Stored data
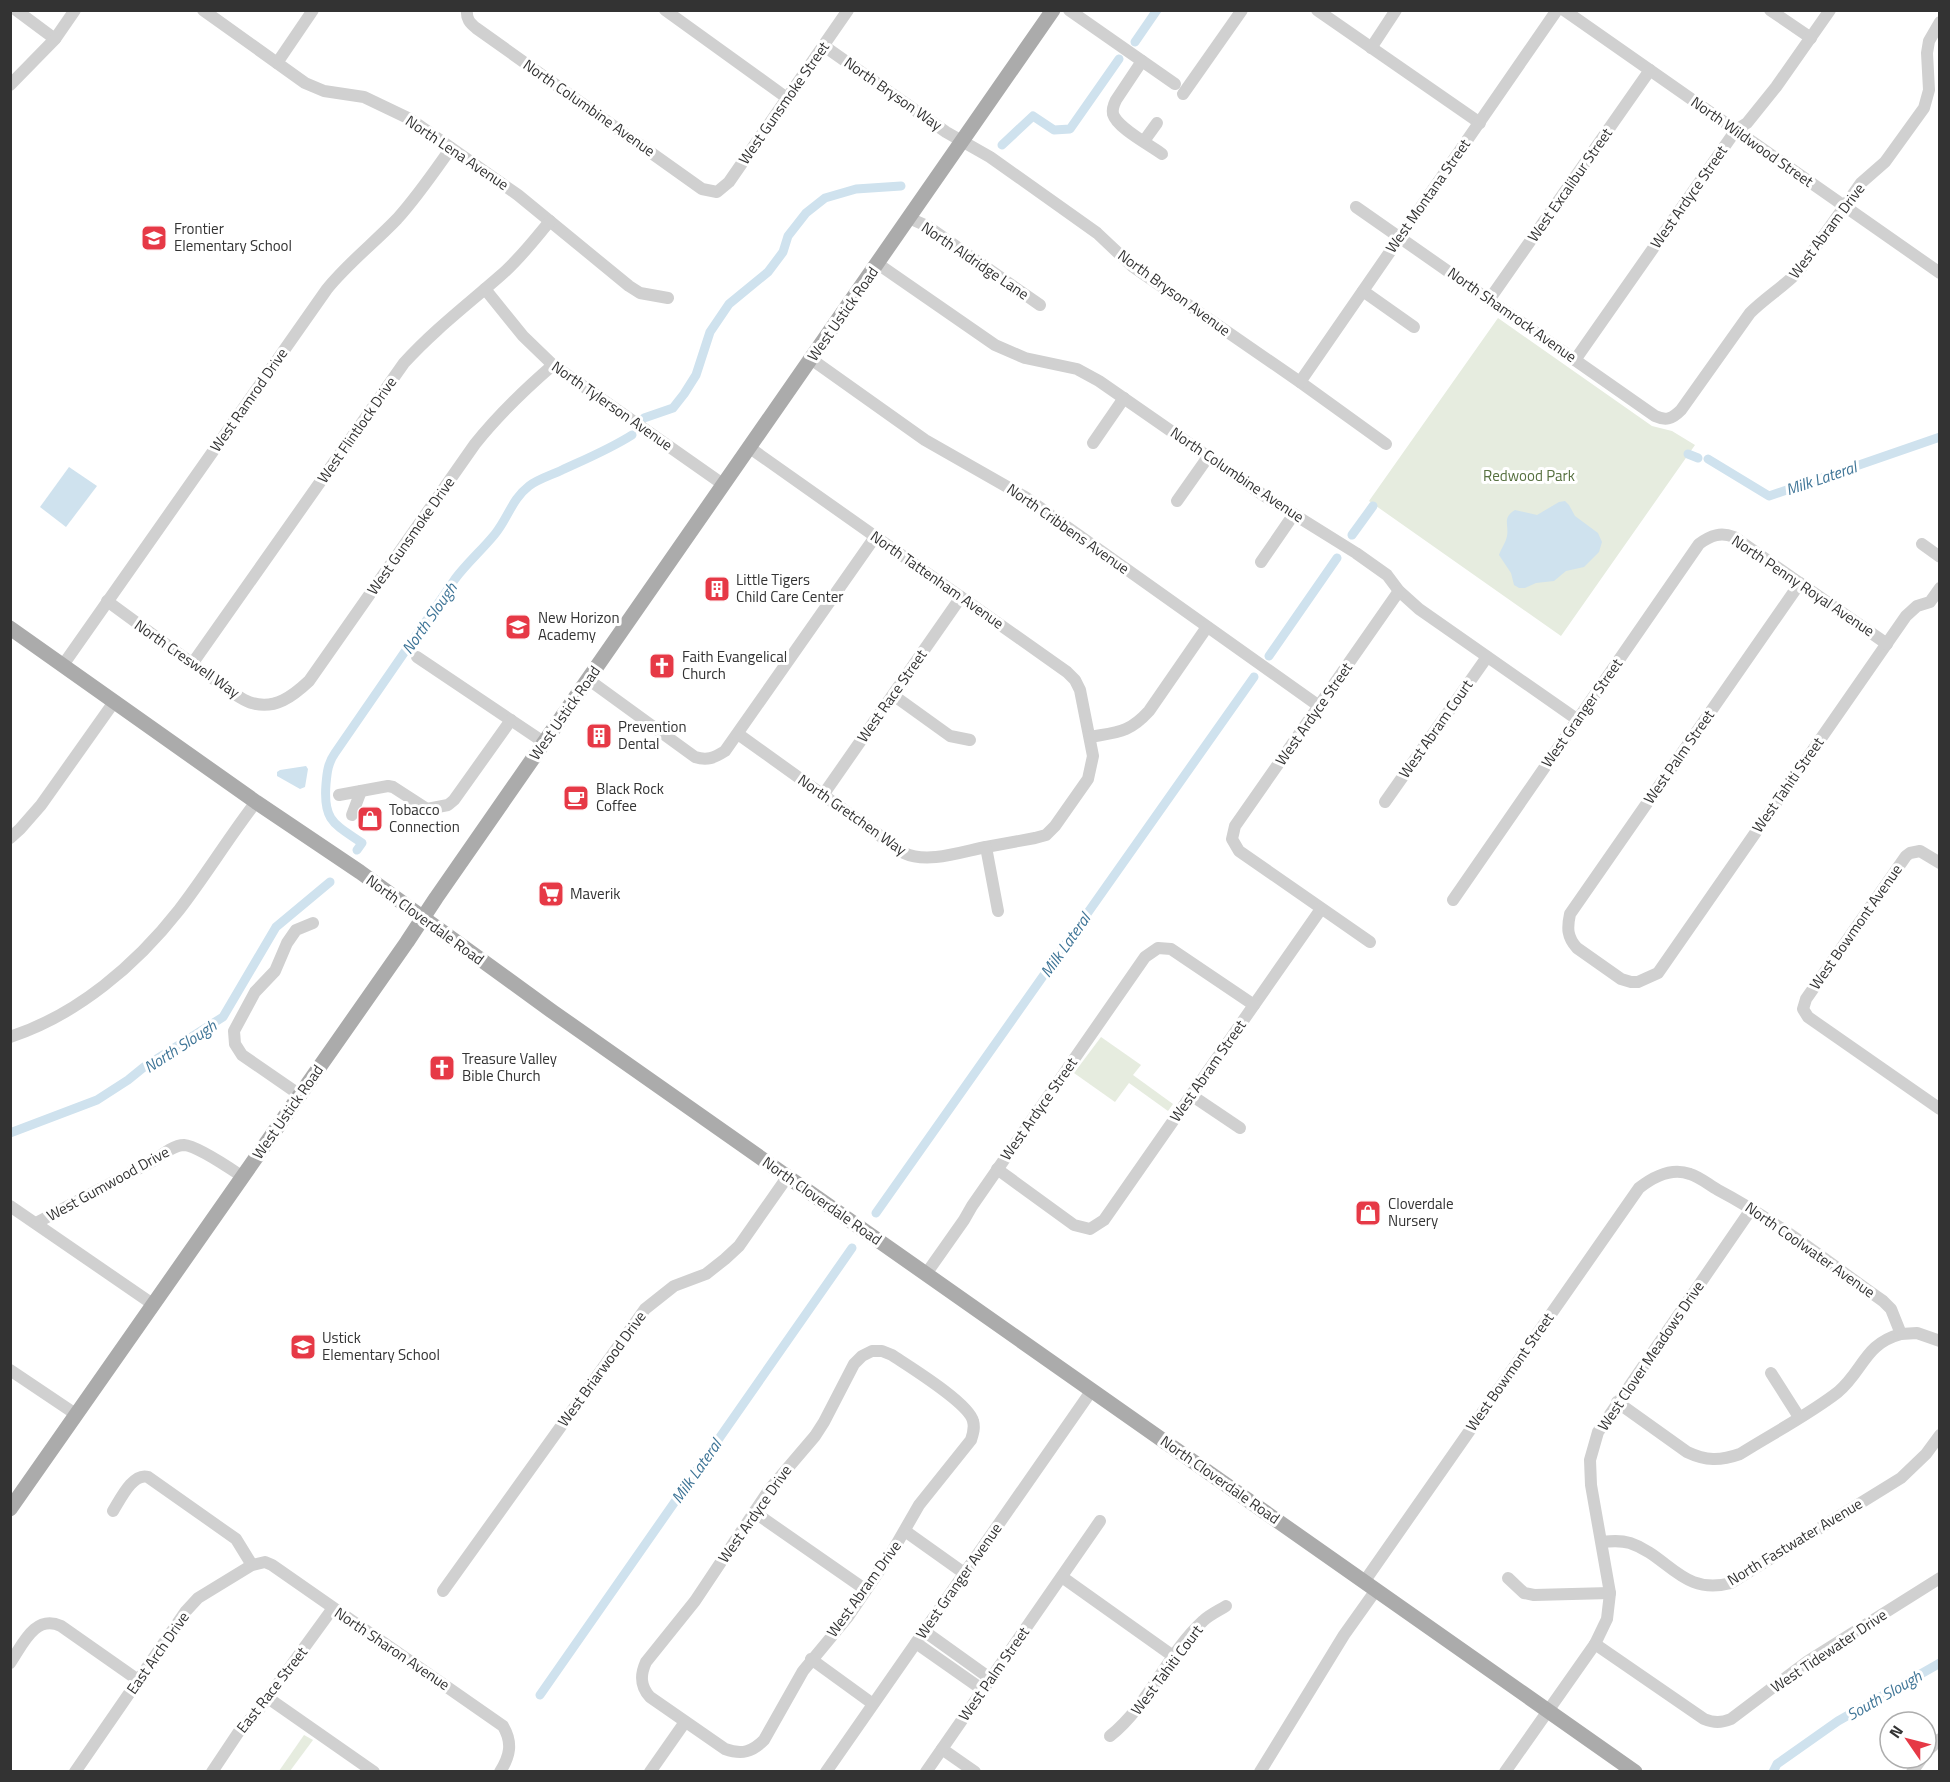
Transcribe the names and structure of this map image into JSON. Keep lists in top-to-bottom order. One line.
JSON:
{"streets":{"main road":["West Ustick Road","North Cloverdale Road"],"street":["North Bryson Way","West Gunsmoke Street","North Columbine Avenue","North Wildwood Street","North Lena Avenue","West Excalibur Street","West Montana Street","West Ardyce Street","West Abram Drive","North Aldridge Lane","North Bryson Avenue","North Shamrock Avenue","West Ramrod Drive","North Tylerson Avenue","West Flintlock Drive","North Cribbens Avenue","West Gunsmoke Drive","North Tattenham Avenue","North Penny Royal Avenue","North Creswell Way","West Race Street","West Granger Street","West Abram Court","West Palm Street","West Tahiti Street","North Gretchen Way","West Bowmont Avenue","West Abram Street","West Gumwood Drive","North Coolwater Avenue","West Clover Meadows Drive","West Briarwood Drive","West Bowmont Street","West Ardyce Drive","North Fastwater Avenue","West Granger Avenue","North Sharon Avenue","West Tidewater Drive","East Arch Drive","West Tahiti Court","East Race Street"]},"crossings":[["North Bryson Way","West Gunsmoke Street"],["North Bryson Way","North Bryson Avenue"],["North Bryson Way","West Ustick Road"],["West Gunsmoke Street","North Columbine Avenue"],["North Columbine Avenue","West Ardyce Street"],["North Columbine Avenue","West Ustick Road"],["North Columbine Avenue","West Granger Street"],["North Columbine Avenue","West Abram Court"],["North Wildwood Street","West Excalibur Street"],["North Wildwood Street","West Ardyce Street"],["North Wildwood Street","West Abram Drive"],["North Lena Avenue","West Ramrod Drive"],["North Lena Avenue","West Flintlock Drive"],["West Excalibur Street","North Shamrock Avenue"],["West Montana Street","North Bryson Avenue"],["West Montana Street","North Shamrock Avenue"],["West Ardyce Street","North Shamrock Avenue"],["West Ardyce Street","North Cribbens Avenue"],["West Ardyce Street","North Cloverdale Road"],["West Ardyce Street","West Abram Street"],["West Abram Drive","North Shamrock Avenue"],["West Abram Drive","West Ardyce Drive"],["North Aldridge Lane","West Ustick Road"],["North Bryson Avenue","West Ustick Road"],["West Ustick Road","North Tylerson Avenue"],["West Ustick Road","North Cribbens Avenue"],["West Ustick Road","North Tattenham Avenue"],["West Ustick Road","North Cloverdale Road"],["West Ustick Road","West Gumwood Drive"],["West Ramrod Drive","North Creswell Way"],["West Ramrod Drive","North Cloverdale Road"],["North Tylerson Avenue","West Flintlock Drive"],["North Tylerson Avenue","West Gunsmoke Drive"],["West Flintlock Drive","North Creswell Way"],["West Gunsmoke Drive","North Creswell Way"],["North Tattenham Avenue","West Race Street"],["North Tattenham Avenue","North Gretchen Way"],["North Penny Royal Avenue","West Granger Street"],["North Penny Royal Avenue","West Palm Street"],["North Penny Royal Avenue","West Tahiti Street"],["West Race Street","North Gretchen Way"],["West Palm Street","West Tahiti Street"],["North Cloverdale Road","West Clover Meadows Drive"],["North Cloverdale Road","West Briarwood Drive"],["North Cloverdale Road","West Bowmont Street"],["North Cloverdale Road","West Granger Avenue"],["North Coolwater Avenue","West Clover Meadows Drive"],["North Coolwater Avenue","West Bowmont Street"],["West Clover Meadows Drive","North Fastwater Avenue"],["West Clover Meadows Drive","West Tidewater Drive"],["North Sharon Avenue","East Arch Drive"],["North Sharon Avenue","East Race Street"]],"water":["Milk Lateral","North Slough","South Slough"],"parks":["Redwood Park"],"places":{"school or university":["Frontier Elementary School","New Horizon Academy","Ustick Elementary School"],"building":["Little Tigers Child Care Center","Prevention Dental"],"church":["Faith Evangelical Church","Treasure Valley Bible Church"],"cafe":["Black Rock Coffee"],"shop":["Tobacco Connection","Cloverdale Nursery"],"supermarket":["Maverik"]},"north":"top left"}
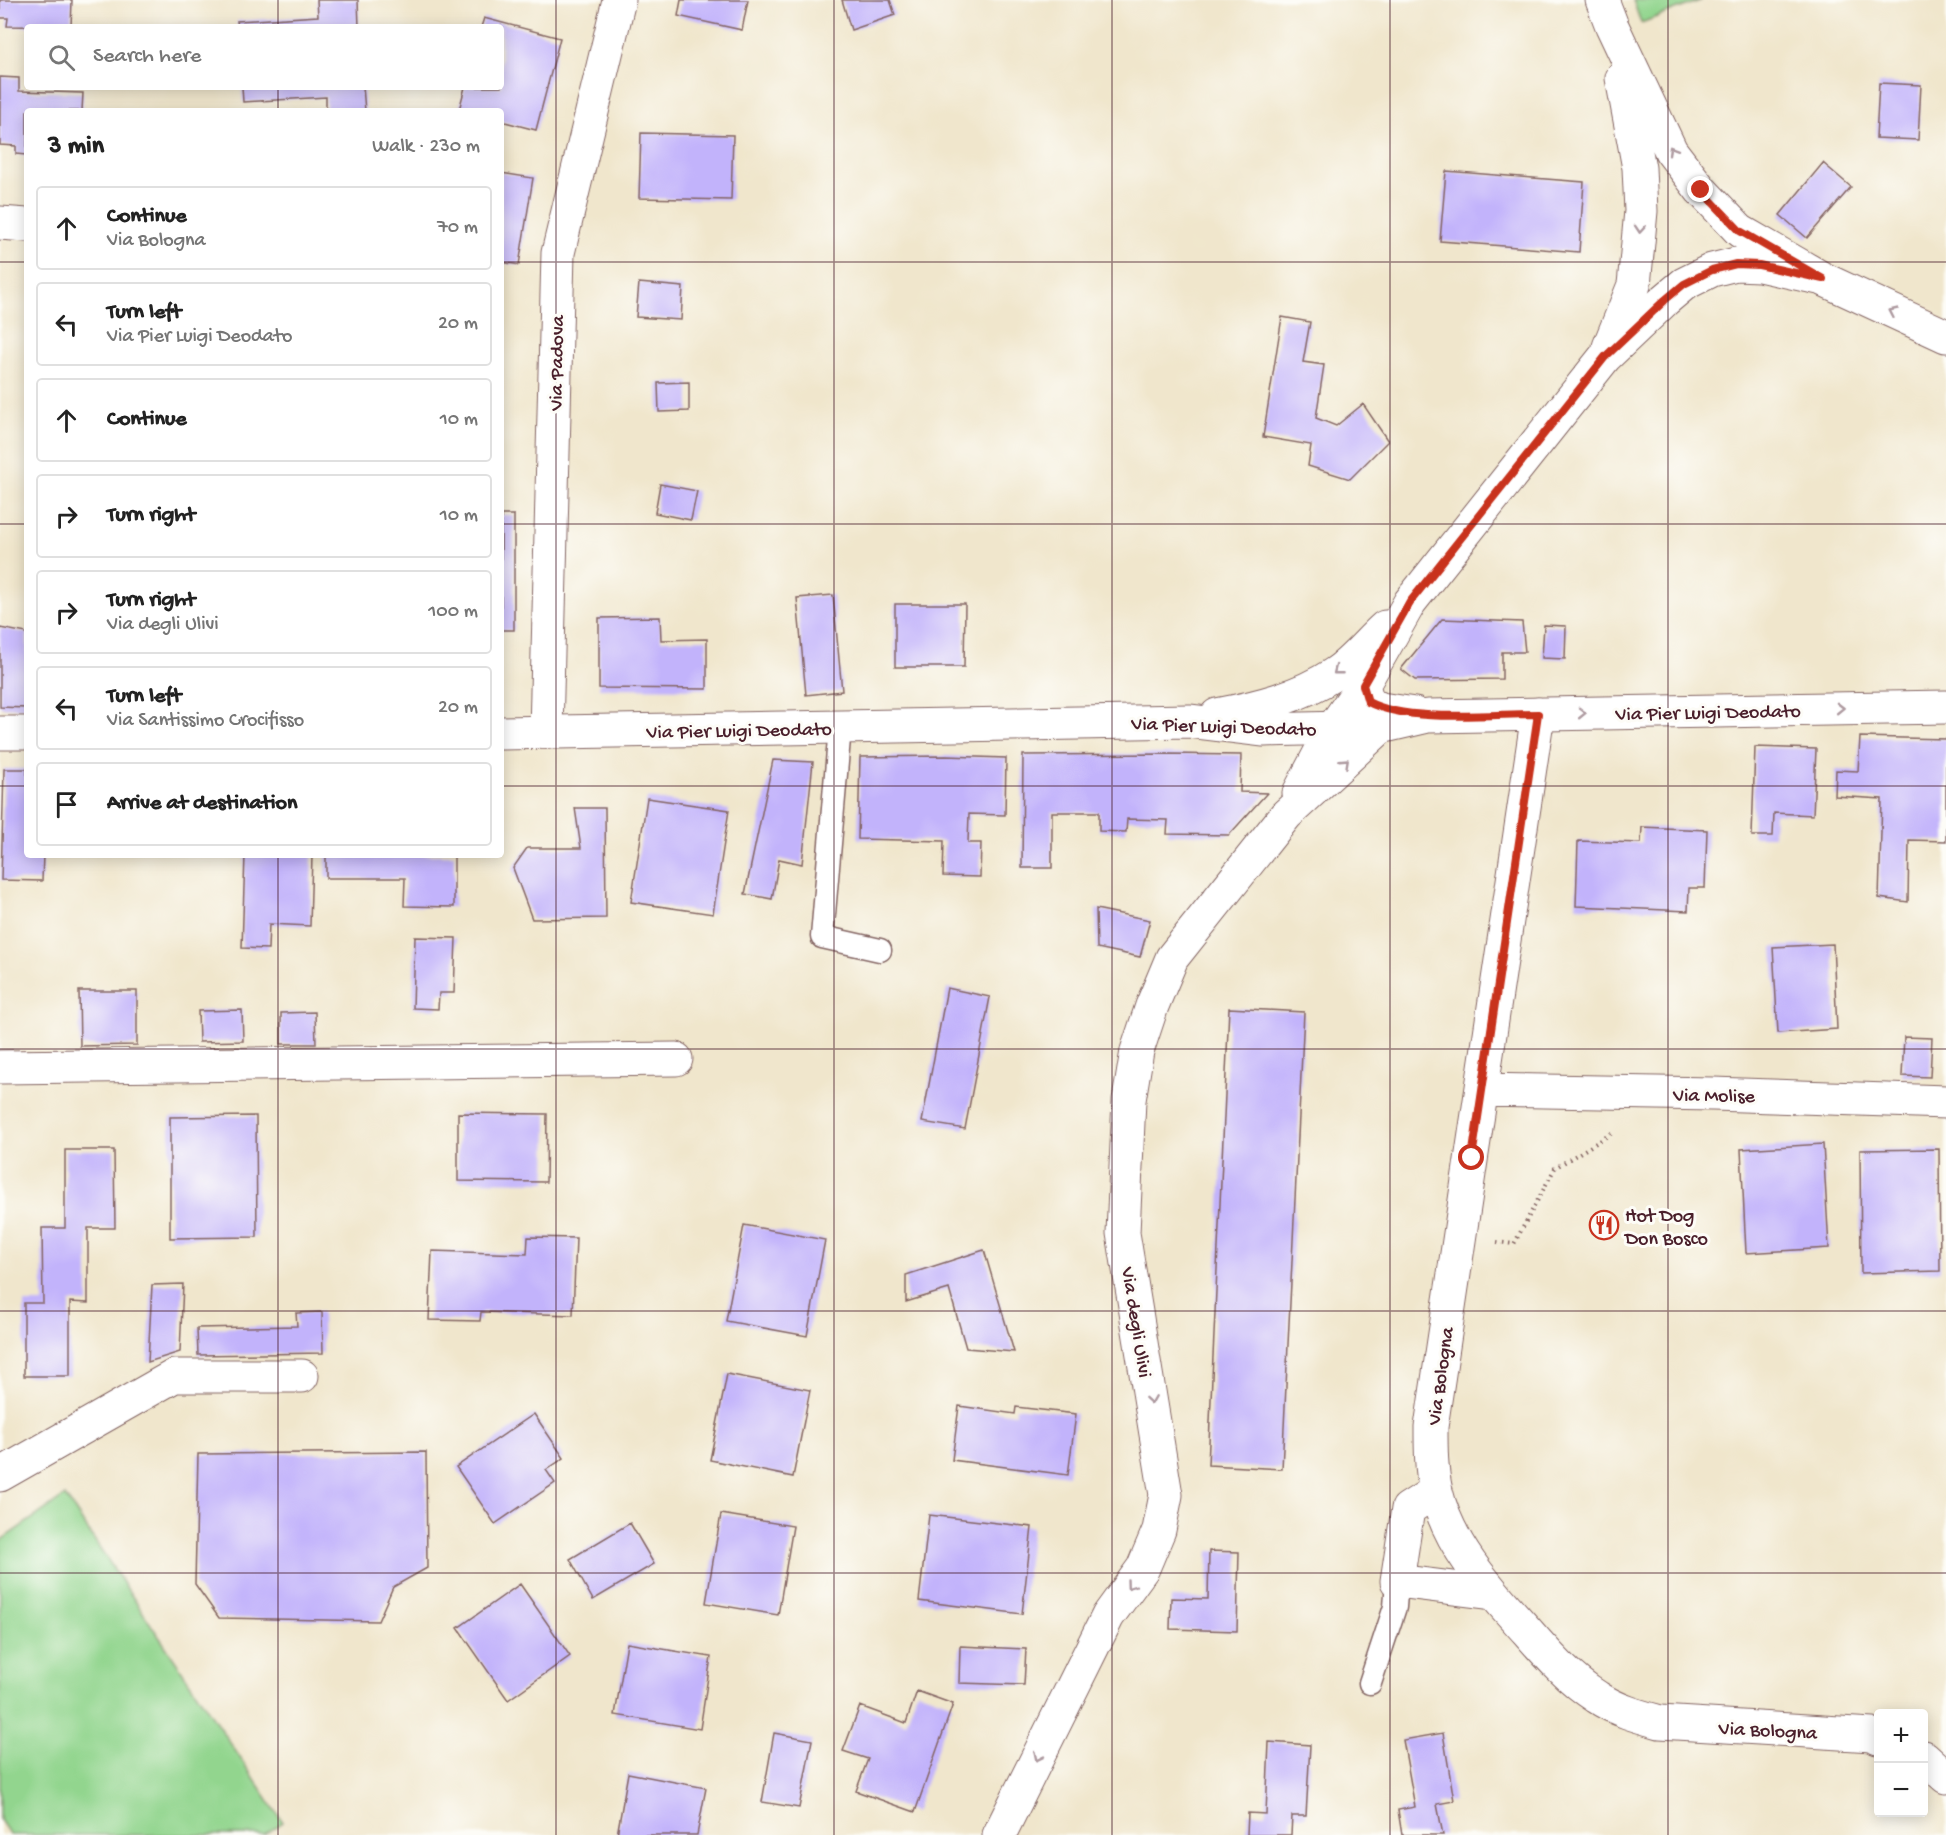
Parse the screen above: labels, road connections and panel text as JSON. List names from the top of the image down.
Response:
{
  "streets": {
    "street": [
      "Via Padova",
      "Via Pier Luigi Deodato",
      "Via Molise",
      "Via degli Ulivi",
      "Via Bologna"
    ]
  },
  "crossings": [
    ["Via Padova", "Via Pier Luigi Deodato"],
    ["Via Pier Luigi Deodato", "Via Bologna"],
    ["Via Molise", "Via Bologna"]
  ],
  "one_way": ["Via degli Ulivi"],
  "places": {
    "restaurant": ["Hot Dog Don Bosco"]
  },
  "page": {
    "search": "Search here",
    "heading": ["3 min", "Walk · 230 m"],
    "list": [
      ["Continue", "Via Bologna", "70 m"],
      ["Turn left", "Via Pier Luigi Deodato", "20 m"],
      ["Continue", "10 m"],
      ["Turn right", "10 m"],
      ["Turn right", "Via degli Ulivi", "100 m"],
      ["Turn left", "Via Santissimo Crocifisso", "20 m"],
      "Arrive at destination"
    ],
    "map_buttons": ["+", "−"]
  }
}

• [WHAT NEEDS TO BE DONE] Exactly as written, set down each line of the records, leaving out the pictures.

• [OUTPUT]
Transcribe the names and structure of this map image into JSON. Keep lists in top-to-bottom order. One line.
JSON:
{"streets":{"main road":["West Ustick Road","North Cloverdale Road"],"street":["North Bryson Way","West Gunsmoke Street","North Columbine Avenue","North Wildwood Street","North Lena Avenue","West Excalibur Street","West Montana Street","West Ardyce Street","West Abram Drive","North Aldridge Lane","North Bryson Avenue","North Shamrock Avenue","West Ramrod Drive","North Tylerson Avenue","West Flintlock Drive","North Cribbens Avenue","West Gunsmoke Drive","North Tattenham Avenue","North Penny Royal Avenue","North Creswell Way","West Race Street","West Granger Street","West Abram Court","West Palm Street","West Tahiti Street","North Gretchen Way","West Bowmont Avenue","West Abram Street","West Gumwood Drive","North Coolwater Avenue","West Clover Meadows Drive","West Briarwood Drive","West Bowmont Street","West Ardyce Drive","North Fastwater Avenue","West Granger Avenue","North Sharon Avenue","West Tidewater Drive","East Arch Drive","West Tahiti Court","East Race Street"]},"crossings":[["North Bryson Way","West Gunsmoke Street"],["North Bryson Way","North Bryson Avenue"],["North Bryson Way","West Ustick Road"],["West Gunsmoke Street","North Columbine Avenue"],["North Columbine Avenue","West Ardyce Street"],["North Columbine Avenue","West Ustick Road"],["North Columbine Avenue","West Granger Street"],["North Columbine Avenue","West Abram Court"],["North Wildwood Street","West Excalibur Street"],["North Wildwood Street","West Ardyce Street"],["North Wildwood Street","West Abram Drive"],["North Lena Avenue","West Ramrod Drive"],["North Lena Avenue","West Flintlock Drive"],["West Excalibur Street","North Shamrock Avenue"],["West Montana Street","North Bryson Avenue"],["West Montana Street","North Shamrock Avenue"],["West Ardyce Street","North Shamrock Avenue"],["West Ardyce Street","North Cribbens Avenue"],["West Ardyce Street","North Cloverdale Road"],["West Ardyce Street","West Abram Street"],["West Abram Drive","North Shamrock Avenue"],["West Abram Drive","West Ardyce Drive"],["North Aldridge Lane","West Ustick Road"],["North Bryson Avenue","West Ustick Road"],["West Ustick Road","North Tylerson Avenue"],["West Ustick Road","North Cribbens Avenue"],["West Ustick Road","North Tattenham Avenue"],["West Ustick Road","North Cloverdale Road"],["West Ustick Road","West Gumwood Drive"],["West Ramrod Drive","North Creswell Way"],["West Ramrod Drive","North Cloverdale Road"],["North Tylerson Avenue","West Flintlock Drive"],["North Tylerson Avenue","West Gunsmoke Drive"],["West Flintlock Drive","North Creswell Way"],["West Gunsmoke Drive","North Creswell Way"],["North Tattenham Avenue","West Race Street"],["North Tattenham Avenue","North Gretchen Way"],["North Penny Royal Avenue","West Granger Street"],["North Penny Royal Avenue","West Palm Street"],["North Penny Royal Avenue","West Tahiti Street"],["West Race Street","North Gretchen Way"],["West Palm Street","West Tahiti Street"],["North Cloverdale Road","West Clover Meadows Drive"],["North Cloverdale Road","West Briarwood Drive"],["North Cloverdale Road","West Bowmont Street"],["North Cloverdale Road","West Granger Avenue"],["North Coolwater Avenue","West Clover Meadows Drive"],["North Coolwater Avenue","West Bowmont Street"],["West Clover Meadows Drive","North Fastwater Avenue"],["West Clover Meadows Drive","West Tidewater Drive"],["North Sharon Avenue","East Arch Drive"],["North Sharon Avenue","East Race Street"]],"water":["Milk Lateral","North Slough","South Slough"],"parks":["Redwood Park"],"places":{"school or university":["Frontier Elementary School","New Horizon Academy","Ustick Elementary School"],"building":["Little Tigers Child Care Center","Prevention Dental"],"church":["Faith Evangelical Church","Treasure Valley Bible Church"],"cafe":["Black Rock Coffee"],"shop":["Tobacco Connection","Cloverdale Nursery"],"supermarket":["Maverik"]},"north":"top left"}
Parse the screen above: labels, road connections and panel text as JSON. List names from the top of the image down.
Response:
{
  "streets": {
    "street": [
      "Via Padova",
      "Via Pier Luigi Deodato",
      "Via Molise",
      "Via degli Ulivi",
      "Via Bologna"
    ]
  },
  "crossings": [
    ["Via Padova", "Via Pier Luigi Deodato"],
    ["Via Pier Luigi Deodato", "Via Bologna"],
    ["Via Molise", "Via Bologna"]
  ],
  "one_way": ["Via degli Ulivi"],
  "places": {
    "restaurant": ["Hot Dog Don Bosco"]
  },
  "page": {
    "search": "Search here",
    "heading": ["3 min", "Walk · 230 m"],
    "list": [
      ["Continue", "Via Bologna", "70 m"],
      ["Turn left", "Via Pier Luigi Deodato", "20 m"],
      ["Continue", "10 m"],
      ["Turn right", "10 m"],
      ["Turn right", "Via degli Ulivi", "100 m"],
      ["Turn left", "Via Santissimo Crocifisso", "20 m"],
      "Arrive at destination"
    ],
    "map_buttons": ["+", "−"]
  }
}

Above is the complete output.